WASHINGTON, D.C. – According to multiple sources within the White House, President Trump has been hiding in a bunker since Halloween after he reported seeing “a ghost.”
“To be honest we aren’t sure what spooked (Trump) but he has been holed up in that there bunker for a while now,” said White House Staffer, Jake Block. “We’ve tried to coax him outta there with Big Macs and some Girl Scout cookies but we ain’t had no luck. He just keeps yelling back that he ain’t gonna come out ‘til we get the Ghostbusters in here. I wonder if we could get him out of there if we told him (Jeffrey) Epstein was throwing him a party. That would almost certainly work. Ya’ll know they were friends, right?”
Just after dinner on Halloween Trump was walking back to his personal quarters when he allegedly saw a ghost. Trump ran screaming to a safety bunker, locking the door behind him.
“I was standing in the hallway by the kitchen and (Trump) came screaming past me, waving his arms above his head,” said White House Chef, Arton Noire. “At first I thought he was running at me because he heard that I made Snickerdoodles, but he just flew right by me.
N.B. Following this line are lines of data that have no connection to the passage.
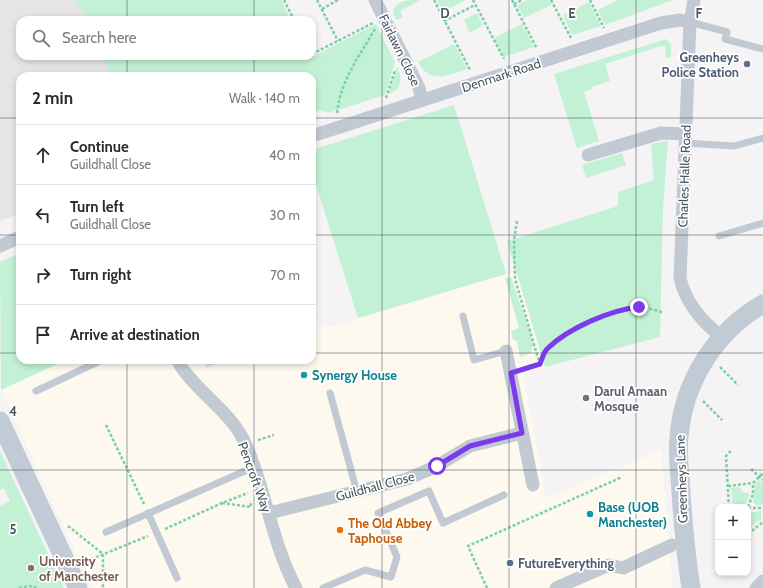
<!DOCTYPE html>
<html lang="en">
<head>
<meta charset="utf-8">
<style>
	body { margin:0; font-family:Cabin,sans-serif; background:#f2f2f3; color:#2b2b33 }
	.controls { position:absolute; right:12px; bottom:12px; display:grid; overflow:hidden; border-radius:8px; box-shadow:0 2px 6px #0003 }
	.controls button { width:36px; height:36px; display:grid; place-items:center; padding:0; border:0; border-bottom:1px solid #e1e1e2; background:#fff; color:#2b2b33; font:20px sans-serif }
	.stop { position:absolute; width:12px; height:12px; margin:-9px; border:3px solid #7c3aed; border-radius:50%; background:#fff }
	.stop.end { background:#7c3aed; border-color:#fff; box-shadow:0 1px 4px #0008 }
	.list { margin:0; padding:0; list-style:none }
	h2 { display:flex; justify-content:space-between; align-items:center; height:52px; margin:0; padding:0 16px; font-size:17px }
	h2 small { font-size:13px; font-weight:400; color:#7c7c81 }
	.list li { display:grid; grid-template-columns:26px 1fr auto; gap:12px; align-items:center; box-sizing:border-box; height:60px; padding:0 16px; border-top:1px solid #e1e1e2 }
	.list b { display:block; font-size:15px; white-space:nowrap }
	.list p { margin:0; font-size:13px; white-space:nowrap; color:#7c7c81 }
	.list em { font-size:13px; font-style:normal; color:#7c7c81 }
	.icon { flex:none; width:22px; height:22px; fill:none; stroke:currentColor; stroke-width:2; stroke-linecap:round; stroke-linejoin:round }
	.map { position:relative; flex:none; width:763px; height:588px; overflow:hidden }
	.search { position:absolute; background:#fff; box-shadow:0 2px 6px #0003; left:16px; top:16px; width:300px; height:44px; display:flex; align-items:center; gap:10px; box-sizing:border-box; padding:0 14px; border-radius:12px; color:#7c7c81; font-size:15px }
	.panel { position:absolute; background:#fff; box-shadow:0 2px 6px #0003; left:16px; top:72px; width:300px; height:292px; border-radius:12px }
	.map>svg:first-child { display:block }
	.commercial { fill:#fdf9ef }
	.education { fill:#e6e4e5 }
	.green { fill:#c3f1d5 }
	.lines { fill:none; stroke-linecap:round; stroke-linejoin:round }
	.path { stroke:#7ad0a6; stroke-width:2.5; stroke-dasharray:3 2; stroke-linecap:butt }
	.lane { stroke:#c1cad2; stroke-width:7 }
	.street { stroke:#c1cad2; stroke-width:13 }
	.secondary { stroke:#c1cbd6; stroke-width:19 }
	.route { stroke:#7c3aed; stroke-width:5 }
	.grid { fill:none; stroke:#4a5661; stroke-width:1; stroke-opacity:0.55 }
	.service-dot { fill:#5c6f8a; stroke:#fff; stroke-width:1.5 }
	.culture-dot { fill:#0f9aa8; stroke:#fff; stroke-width:1.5 }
	.worship-dot { fill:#6b7280; stroke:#fff; stroke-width:1.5 }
	.food-dot { fill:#e8710a; stroke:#fff; stroke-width:1.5 }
	.education-dot { fill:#8d6e63; stroke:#fff; stroke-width:1.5 }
	.labels { text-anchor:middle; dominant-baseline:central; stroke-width:3.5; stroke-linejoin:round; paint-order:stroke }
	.street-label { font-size:13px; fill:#4a5661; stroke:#fff }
	.service-label { font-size:13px; font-weight:bold; fill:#4e5e75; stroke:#fff; text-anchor:end }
	.culture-label { font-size:13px; font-weight:bold; fill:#0d838f; stroke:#fff; text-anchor:start }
	.worship-label { font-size:13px; font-weight:bold; fill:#5b616d; stroke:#fff; text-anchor:start }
	.food-label { font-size:13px; font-weight:bold; fill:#c56008; stroke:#fff; text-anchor:start }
	.education-label { font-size:13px; font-weight:bold; fill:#785e54; stroke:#fff; text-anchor:start }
	.grid-label { font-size:13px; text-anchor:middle; font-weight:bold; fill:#4a5661; stroke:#fff; stroke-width:3.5; stroke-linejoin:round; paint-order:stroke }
</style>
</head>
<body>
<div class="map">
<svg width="763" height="588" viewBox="0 0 763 588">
	<rect width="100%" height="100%" fill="#f5f3f3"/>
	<path class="commercial" d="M517 271 545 367 523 372 546 498 661 450 673 588H92L1 390 66 360H203L206 368 228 360H312V328L320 325 335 326Z"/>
	<g class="education">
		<path d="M0 0H281L291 20H20V56H309L328 113 321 110 312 113V76H20V213L0 221Z"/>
		<path d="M203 360H228L206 368Z"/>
	</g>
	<g class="green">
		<path d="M76 0H281L291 20H86Z"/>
		<path d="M420 0 400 11 403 17 396 20 393 11C397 0 408 0 420 0Z"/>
		<path d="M437 0H466L443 12Z"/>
		<path d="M528 0H549L551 5 524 18 517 5Z"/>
		<path d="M618 0H673L605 25 598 10Z"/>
		<path d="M589 2 601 26 572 35 563 15Z"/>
		<path d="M477 13 483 25 470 33 464 20Z"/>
		<path d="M376 24 395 62 385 95 328 113 321 110 312 113V76H112L103 56H309L310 58Z"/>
		<path d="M522 24 534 47 504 57 494 38Z"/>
		<path d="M666 39 671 44V58H666L665 47 661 46 605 64 610 81 592 87V89L584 92 599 141 577 148 554 74Z"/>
		<path d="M454 44 467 69C448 75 430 85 418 62Z"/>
		<path d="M397 67C403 79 402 90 388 94Z"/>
		<path d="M454 105 506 274 358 318 312 172V150Z"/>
		<path d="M668 141 663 208 660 337 545 367 507 241 618 206V192L654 180 651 144Z"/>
		<path d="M622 153 626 165 586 178 582 165Z"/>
		<path d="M20 253V360H66L1 390 0 262Z"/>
		<path d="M511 277 535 347H532L531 353 520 357 517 341 513 340 511 331 519 328 505 278Z"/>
		<path d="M0 451 64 588H0V506L10 501 4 488 0 490Z"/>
		<path d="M759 480 763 483V504L757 506 753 502 755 484Z"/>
		<path d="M739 487 743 492 750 494 744 507H733L731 488Z"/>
		<path d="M761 511V520L756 522 748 531V513Z"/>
	</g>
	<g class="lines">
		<g class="path">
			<path d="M284 0 294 20"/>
			<path d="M317 0 338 41"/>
			<path d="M434 0 470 70"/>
			<path d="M473 0 504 59"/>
			<path d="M512 0 537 49"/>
			<path d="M551 0 571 38"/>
			<path d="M590 0 604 28"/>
			<path d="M514 4 522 0"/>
			<path d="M322 9 338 0"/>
			<path d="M444 21 475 5"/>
			<path d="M312 54 373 23"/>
			<path d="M386 98 395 70"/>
			<path d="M337 113C341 79 359 57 375 29"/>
			<path d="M517 221 514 240 515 279 540 365 523 369"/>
			<path d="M540 364C542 360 543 354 546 350 556 334 619 307 638 307 646 307 654 310 662 312"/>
			<path d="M720 367 738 385"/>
			<path d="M703 401 722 420"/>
			<path d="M106 425 144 504"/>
			<path d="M258 440 274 435"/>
			<path d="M751 469 763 480"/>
			<path d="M728 486 753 483"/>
			<path d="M222 503 251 507 250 501"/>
			<path d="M729 507 726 456 732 450"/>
			<path d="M748 507 753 494V483L763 473"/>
			<path d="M748 508H763"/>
			<path d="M68 526 103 554V588"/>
			<path d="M165 529 222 503 248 493"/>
			<path d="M748 534 763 522"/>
			<path d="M82 563 148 536"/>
			<path d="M19 588 30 586 37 588"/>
			<path d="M487 588 468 546 622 477"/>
		</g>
		<g class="lane">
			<path d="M690 22 727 32 725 39 763 49"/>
			<path d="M685 143 734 146 763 138"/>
			<path d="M719 236 763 223"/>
			<path d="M463 316 474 360 506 351"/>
			<path d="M36 391 102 360"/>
			<path d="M330 393 357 492"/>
			<path d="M148 513 177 578"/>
			<path d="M106 532 254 467"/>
			<path d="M323 588 365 570 391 577 397 557 378 513 429 491 443 523 504 495"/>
		</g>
		<g class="street">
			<path d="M375 0 419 88 422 100"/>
			<path d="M694 0 690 22 680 278C685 302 703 323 722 337"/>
			<path d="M312 136 661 23 680 20 690 22"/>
			<path d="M588 155 661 133 685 134"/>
			<path d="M0 246 20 237"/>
			<path d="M506 351 533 485"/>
			<path d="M177 360C195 392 231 410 246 445 266 491 272 543 296 588"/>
			<path d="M269 513 407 479 437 466 470 446 522 433"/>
			<path d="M556 588 609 565 623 568 672 545"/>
			<path d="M756 588 763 581"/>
		</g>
		<g class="secondary">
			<path d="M0 421 78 588"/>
			<path d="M691 588C686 556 683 524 681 492 680 474 677 455 679 437 683 383 715 331 763 304"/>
		</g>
	</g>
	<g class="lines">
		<path class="route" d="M437 466 470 446 522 433 511 373 540 364C542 359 544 351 548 348 569 328 610 310 639 307"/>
	</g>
	<path class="grid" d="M127 0V20M254 0V20M382 0V588M509 0V588M636 0V588M127 56V76M254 56V76M0 118H20M312 118H763M0 235H20M312 235H763M0 353H20M312 353H763M127 360V588M254 360V588M0 470H763"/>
	<g class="service-dot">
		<circle cx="747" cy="64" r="4"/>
		<circle cx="510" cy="563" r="4"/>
	</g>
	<g class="culture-dot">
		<circle cx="304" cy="375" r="4"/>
		<circle cx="590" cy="514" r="4"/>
	</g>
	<circle class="worship-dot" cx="586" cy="398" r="4"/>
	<circle class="food-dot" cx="340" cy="530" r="4"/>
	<circle class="education-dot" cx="31" cy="568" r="4"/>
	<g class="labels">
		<g class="street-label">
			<text transform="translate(400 50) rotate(64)">Fairlawn Close</text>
			<text transform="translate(501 75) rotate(-18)">Denmark Road</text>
			<text transform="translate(684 176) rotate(-88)">Charles Halle Road</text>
			<text transform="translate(255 477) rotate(70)">Pencroft Way</text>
			<text transform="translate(681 479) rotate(-92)">Greenheys Lane</text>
			<text transform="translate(375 486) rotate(-15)">Guildhall Close</text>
		</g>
		<g class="service-label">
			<text x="739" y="57">Greenheys<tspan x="739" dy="15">Police Station</tspan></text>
			<text x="518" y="563" text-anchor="start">FutureEverything</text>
		</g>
		<g class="culture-label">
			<text x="312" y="375">Synergy House</text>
			<text x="598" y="507">Base (UOB<tspan x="598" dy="15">Manchester)</tspan></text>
		</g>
		<g class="worship-label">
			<text x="594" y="391">Darul Amaan<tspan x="594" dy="15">Mosque</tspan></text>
		</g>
		<g class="food-label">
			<text x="348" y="523">The Old Abbey<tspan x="348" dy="15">Taphouse</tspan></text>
		</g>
		<g class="education-label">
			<text x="39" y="561">University<tspan x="39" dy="15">of Manchester</tspan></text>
		</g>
	</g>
	<g class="grid-label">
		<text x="445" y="18">D</text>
		<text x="572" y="18">E</text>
		<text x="699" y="18">F</text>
		<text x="13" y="416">4</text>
		<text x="13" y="534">5</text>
	</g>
</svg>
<div class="controls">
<button>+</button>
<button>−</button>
</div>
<div class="stop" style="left:437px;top:466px"></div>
<div class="stop end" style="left:639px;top:307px"></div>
<div class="search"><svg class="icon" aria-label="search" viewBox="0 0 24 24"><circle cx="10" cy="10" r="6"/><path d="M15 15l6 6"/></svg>Search here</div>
<section class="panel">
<h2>2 min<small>Walk · 140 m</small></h2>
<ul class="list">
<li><svg class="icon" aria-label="ahead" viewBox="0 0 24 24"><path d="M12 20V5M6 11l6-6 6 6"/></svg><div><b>Continue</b><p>Guildhall Close</p></div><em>40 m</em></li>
<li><svg class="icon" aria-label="left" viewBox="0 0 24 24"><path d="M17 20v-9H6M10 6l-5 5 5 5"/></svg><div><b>Turn left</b><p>Guildhall Close</p></div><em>30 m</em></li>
<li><svg class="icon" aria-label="right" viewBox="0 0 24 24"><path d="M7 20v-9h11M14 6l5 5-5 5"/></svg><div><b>Turn right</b></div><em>70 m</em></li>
<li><svg class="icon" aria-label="arrive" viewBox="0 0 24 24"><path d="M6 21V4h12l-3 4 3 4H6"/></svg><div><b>Arrive at destination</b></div></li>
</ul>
</section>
</div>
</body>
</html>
Seriously, I’ve never seen that fat fuck move so fast. Well, I don’t actually mean ‘fast.’ I mean I could have walked faster than he was running, but you know, fast for him. And he had to stop ever couple of steps to catch his breath.”
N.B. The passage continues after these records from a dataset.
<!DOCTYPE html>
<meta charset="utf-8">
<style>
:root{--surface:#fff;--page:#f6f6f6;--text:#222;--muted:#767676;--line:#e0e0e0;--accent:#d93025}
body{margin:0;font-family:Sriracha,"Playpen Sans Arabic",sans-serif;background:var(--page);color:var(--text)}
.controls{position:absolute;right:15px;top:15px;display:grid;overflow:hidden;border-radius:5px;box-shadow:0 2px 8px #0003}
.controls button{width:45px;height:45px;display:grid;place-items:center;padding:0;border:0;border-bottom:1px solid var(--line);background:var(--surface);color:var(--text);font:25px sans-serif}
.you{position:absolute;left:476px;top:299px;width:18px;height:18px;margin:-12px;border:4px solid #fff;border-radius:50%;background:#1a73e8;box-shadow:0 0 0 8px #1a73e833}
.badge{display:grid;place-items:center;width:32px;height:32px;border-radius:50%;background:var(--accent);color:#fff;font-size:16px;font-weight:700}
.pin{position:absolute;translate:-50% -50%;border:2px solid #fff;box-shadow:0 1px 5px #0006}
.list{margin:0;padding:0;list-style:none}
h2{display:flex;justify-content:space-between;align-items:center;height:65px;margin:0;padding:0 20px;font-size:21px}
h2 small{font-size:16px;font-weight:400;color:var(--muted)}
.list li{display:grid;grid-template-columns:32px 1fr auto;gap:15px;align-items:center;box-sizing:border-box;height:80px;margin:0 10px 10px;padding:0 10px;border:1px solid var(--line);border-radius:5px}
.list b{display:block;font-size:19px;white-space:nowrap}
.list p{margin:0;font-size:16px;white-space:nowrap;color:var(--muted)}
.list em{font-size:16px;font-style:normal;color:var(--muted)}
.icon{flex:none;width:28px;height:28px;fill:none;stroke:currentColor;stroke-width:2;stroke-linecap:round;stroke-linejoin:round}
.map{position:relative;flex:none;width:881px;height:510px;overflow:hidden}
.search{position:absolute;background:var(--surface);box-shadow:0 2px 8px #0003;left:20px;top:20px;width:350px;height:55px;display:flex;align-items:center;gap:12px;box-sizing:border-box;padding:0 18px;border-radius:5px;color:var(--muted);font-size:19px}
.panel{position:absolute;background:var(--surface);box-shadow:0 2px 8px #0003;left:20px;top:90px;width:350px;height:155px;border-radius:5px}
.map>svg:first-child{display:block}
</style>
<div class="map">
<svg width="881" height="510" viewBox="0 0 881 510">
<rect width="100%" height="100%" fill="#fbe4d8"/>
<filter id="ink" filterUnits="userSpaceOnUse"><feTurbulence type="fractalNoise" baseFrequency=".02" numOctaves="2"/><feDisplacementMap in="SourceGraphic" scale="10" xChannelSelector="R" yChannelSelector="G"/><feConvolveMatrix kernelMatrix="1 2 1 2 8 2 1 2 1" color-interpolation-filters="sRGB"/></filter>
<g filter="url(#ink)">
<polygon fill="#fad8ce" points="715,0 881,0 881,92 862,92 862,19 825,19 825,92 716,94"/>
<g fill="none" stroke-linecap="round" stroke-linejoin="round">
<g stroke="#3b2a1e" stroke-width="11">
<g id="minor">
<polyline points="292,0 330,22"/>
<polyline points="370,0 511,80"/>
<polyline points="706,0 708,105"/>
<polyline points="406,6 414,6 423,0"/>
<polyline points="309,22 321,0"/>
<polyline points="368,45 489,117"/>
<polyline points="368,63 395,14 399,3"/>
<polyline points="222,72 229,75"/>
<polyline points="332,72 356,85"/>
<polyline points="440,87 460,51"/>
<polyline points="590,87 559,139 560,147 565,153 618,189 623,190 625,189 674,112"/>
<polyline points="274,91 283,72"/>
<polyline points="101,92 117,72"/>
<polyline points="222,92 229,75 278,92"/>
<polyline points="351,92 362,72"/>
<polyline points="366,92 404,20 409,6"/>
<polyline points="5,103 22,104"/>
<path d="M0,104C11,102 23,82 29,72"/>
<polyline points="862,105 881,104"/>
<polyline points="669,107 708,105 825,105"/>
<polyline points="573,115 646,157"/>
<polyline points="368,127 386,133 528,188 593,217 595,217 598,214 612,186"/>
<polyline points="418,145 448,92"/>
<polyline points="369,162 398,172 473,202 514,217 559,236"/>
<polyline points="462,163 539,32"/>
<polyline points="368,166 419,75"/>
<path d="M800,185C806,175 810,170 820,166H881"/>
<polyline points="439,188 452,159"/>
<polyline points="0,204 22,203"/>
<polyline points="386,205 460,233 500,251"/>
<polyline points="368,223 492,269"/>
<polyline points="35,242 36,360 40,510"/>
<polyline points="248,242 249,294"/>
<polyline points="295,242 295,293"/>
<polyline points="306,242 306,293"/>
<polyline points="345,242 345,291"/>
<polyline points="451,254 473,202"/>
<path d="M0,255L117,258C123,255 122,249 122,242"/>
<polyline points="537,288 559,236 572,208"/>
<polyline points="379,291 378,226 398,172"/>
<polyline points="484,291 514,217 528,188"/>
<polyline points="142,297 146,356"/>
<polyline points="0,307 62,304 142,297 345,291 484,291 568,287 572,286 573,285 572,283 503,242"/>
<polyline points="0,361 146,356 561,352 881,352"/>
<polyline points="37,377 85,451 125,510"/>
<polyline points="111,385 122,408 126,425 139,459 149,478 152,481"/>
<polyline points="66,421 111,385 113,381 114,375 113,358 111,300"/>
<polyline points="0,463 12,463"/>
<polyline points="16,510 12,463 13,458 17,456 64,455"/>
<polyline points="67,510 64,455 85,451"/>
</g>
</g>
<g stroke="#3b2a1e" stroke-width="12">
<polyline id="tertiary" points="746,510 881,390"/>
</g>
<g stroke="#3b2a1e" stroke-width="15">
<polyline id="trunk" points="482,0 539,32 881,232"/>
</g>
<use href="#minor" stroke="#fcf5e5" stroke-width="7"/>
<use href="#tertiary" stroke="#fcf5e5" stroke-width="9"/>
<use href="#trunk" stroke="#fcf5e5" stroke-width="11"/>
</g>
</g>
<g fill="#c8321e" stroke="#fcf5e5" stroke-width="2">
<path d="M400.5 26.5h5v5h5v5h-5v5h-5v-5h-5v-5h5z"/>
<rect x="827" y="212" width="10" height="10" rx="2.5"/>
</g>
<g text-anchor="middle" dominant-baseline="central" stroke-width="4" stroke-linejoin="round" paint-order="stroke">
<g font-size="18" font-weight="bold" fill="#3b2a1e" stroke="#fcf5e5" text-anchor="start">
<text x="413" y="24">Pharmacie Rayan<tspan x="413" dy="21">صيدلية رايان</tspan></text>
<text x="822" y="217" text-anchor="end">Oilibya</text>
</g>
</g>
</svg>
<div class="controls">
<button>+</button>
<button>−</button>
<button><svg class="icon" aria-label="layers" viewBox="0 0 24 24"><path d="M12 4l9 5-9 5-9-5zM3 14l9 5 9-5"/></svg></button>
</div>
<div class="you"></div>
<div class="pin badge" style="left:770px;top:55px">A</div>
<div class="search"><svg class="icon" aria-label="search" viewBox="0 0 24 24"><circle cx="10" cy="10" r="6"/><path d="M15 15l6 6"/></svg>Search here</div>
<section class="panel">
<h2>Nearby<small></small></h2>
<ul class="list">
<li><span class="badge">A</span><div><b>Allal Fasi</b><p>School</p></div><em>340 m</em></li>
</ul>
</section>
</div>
No one other than Trump has reported seeing the ghost.
“No one else saw a ghost,” said Block. “Of course no one is telling (Trump) that because we’d get fired but no one else saw anything. And I don’t want to be fired. This job is really great. I get to sign documents and, um, openly hate black people. Really, it’s my dream job.”
Some White House staff members have ideas of their own as to what Trump really saw.
“You have to remember that Trump is a dumb sonovabitch. Really dumb. Think of the dumbest person you’ve ever met and then know that Trump is twice as dumb as that person,” said Director of National Intelligence, John Ratcliffe. “So if you ask me, which you are, Trump probably just saw tissue box or a shadow or maybe he just saw Stephen Miller.”
To appease Trump and convince him it was safe to come out of the bunker White House staff have been in contact with actors from the Ghostbusters film in hopes to convince the actors to visit the White House in costume.
“I can confirm that we’ve reached out to the actors that played The Ghostbusters but we have been unable to convince them to help,” said White House Chief of Staff Mark Meadows. “And of course we only talked to the male Ghostbusters. Not the women. The last thing we need in here are women. And the answer to your next question is no, we also did not reach out to the non-white, male Ghostbuster. But I’m sure I didn’t even need to say that.”